[Stored data entries]
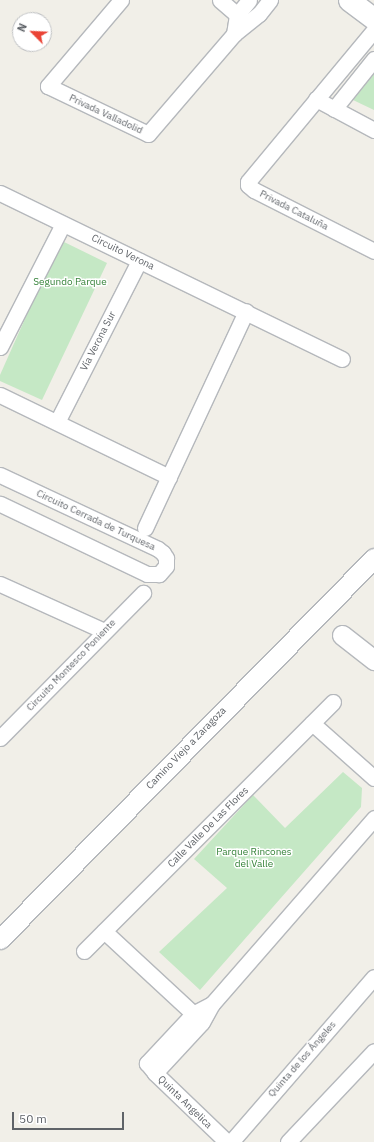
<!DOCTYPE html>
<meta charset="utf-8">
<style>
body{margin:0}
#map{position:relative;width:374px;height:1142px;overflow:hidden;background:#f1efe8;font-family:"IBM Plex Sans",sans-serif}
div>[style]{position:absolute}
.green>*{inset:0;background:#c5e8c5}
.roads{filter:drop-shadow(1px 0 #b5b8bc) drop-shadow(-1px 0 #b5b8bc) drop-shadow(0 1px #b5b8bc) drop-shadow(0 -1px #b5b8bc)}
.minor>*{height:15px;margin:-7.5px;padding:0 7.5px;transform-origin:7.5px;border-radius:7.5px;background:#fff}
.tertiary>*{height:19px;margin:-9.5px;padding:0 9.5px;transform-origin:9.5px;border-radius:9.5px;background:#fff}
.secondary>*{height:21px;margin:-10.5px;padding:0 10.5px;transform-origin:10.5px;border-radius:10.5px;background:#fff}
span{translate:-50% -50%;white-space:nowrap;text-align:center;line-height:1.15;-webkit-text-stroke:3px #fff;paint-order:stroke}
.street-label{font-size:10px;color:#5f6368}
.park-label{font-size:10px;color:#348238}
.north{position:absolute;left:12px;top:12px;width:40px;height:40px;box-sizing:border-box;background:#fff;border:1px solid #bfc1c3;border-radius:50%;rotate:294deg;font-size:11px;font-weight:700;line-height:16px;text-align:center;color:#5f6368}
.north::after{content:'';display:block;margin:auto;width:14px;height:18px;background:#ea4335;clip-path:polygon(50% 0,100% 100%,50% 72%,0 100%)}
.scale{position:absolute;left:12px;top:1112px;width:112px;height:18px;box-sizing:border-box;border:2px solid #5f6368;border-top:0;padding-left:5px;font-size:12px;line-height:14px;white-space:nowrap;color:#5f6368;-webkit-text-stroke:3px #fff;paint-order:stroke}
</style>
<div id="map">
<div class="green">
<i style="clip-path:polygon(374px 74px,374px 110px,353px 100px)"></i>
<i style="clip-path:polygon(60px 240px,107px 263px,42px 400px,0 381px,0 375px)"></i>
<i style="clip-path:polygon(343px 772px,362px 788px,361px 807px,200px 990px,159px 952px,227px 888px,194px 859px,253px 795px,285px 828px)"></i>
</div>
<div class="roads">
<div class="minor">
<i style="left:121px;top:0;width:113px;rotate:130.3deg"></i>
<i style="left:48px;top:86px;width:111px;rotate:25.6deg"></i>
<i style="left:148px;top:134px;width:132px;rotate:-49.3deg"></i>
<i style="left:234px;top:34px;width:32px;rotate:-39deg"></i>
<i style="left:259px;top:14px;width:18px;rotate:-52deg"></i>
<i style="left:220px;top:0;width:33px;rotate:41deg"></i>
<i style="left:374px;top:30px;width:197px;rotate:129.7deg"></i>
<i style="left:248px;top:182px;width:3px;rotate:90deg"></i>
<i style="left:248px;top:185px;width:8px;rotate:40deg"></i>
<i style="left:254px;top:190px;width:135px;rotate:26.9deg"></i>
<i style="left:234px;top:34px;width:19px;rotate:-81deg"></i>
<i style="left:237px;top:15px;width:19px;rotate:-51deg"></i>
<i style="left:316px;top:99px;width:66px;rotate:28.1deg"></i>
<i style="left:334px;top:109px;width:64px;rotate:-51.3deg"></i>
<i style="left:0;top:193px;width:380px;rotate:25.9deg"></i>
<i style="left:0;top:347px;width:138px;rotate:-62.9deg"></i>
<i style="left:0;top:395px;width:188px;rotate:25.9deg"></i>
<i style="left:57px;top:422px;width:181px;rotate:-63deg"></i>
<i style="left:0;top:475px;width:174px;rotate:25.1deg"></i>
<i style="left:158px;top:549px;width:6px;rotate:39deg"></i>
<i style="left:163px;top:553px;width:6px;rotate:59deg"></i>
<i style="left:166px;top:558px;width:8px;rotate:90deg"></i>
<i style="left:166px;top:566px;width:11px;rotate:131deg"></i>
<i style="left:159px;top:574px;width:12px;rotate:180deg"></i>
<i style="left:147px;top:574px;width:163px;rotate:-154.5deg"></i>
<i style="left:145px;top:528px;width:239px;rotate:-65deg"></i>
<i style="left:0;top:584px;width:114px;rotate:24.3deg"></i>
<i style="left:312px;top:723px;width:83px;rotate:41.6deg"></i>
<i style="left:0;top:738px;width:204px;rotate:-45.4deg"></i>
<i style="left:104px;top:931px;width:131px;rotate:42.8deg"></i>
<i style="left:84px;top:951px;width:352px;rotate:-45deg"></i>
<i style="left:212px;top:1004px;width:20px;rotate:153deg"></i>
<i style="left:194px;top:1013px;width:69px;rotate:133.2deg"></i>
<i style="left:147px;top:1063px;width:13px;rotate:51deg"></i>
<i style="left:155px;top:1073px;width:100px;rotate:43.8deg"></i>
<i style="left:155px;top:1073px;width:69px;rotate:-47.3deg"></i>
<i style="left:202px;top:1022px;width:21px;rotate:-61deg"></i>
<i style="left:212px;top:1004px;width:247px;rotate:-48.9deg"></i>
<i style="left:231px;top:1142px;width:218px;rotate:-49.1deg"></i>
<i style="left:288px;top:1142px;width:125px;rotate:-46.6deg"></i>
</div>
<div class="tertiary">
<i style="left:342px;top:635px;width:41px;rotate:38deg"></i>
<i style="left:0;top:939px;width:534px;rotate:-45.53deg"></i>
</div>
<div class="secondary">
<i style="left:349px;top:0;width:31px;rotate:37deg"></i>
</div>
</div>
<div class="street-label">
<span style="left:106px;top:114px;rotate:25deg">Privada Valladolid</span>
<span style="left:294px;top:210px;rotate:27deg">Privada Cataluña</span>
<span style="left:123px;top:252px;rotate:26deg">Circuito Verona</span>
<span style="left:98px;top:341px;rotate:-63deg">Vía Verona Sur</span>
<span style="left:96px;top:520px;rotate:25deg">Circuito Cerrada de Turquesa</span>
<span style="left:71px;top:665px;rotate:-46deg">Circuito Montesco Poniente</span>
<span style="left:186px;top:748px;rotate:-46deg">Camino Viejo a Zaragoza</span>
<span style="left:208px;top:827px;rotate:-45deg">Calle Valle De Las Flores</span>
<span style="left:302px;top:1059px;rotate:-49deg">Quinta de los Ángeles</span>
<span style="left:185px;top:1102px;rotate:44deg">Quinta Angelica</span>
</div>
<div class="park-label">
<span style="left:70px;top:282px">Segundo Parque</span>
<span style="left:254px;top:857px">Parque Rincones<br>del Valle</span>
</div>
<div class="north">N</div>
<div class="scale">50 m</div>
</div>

Exercise objective :: A complete answer lists each line of the data that holds the word "roads".

Answer to the exercise ::
.roads{filter:drop-shadow(1px 0 #b5b8bc) drop-shadow(-1px 0 #b5b8bc) drop-shadow(0 1px #b5b8bc) drop-shadow(0 -1px #b5b8bc)}
<div class="roads">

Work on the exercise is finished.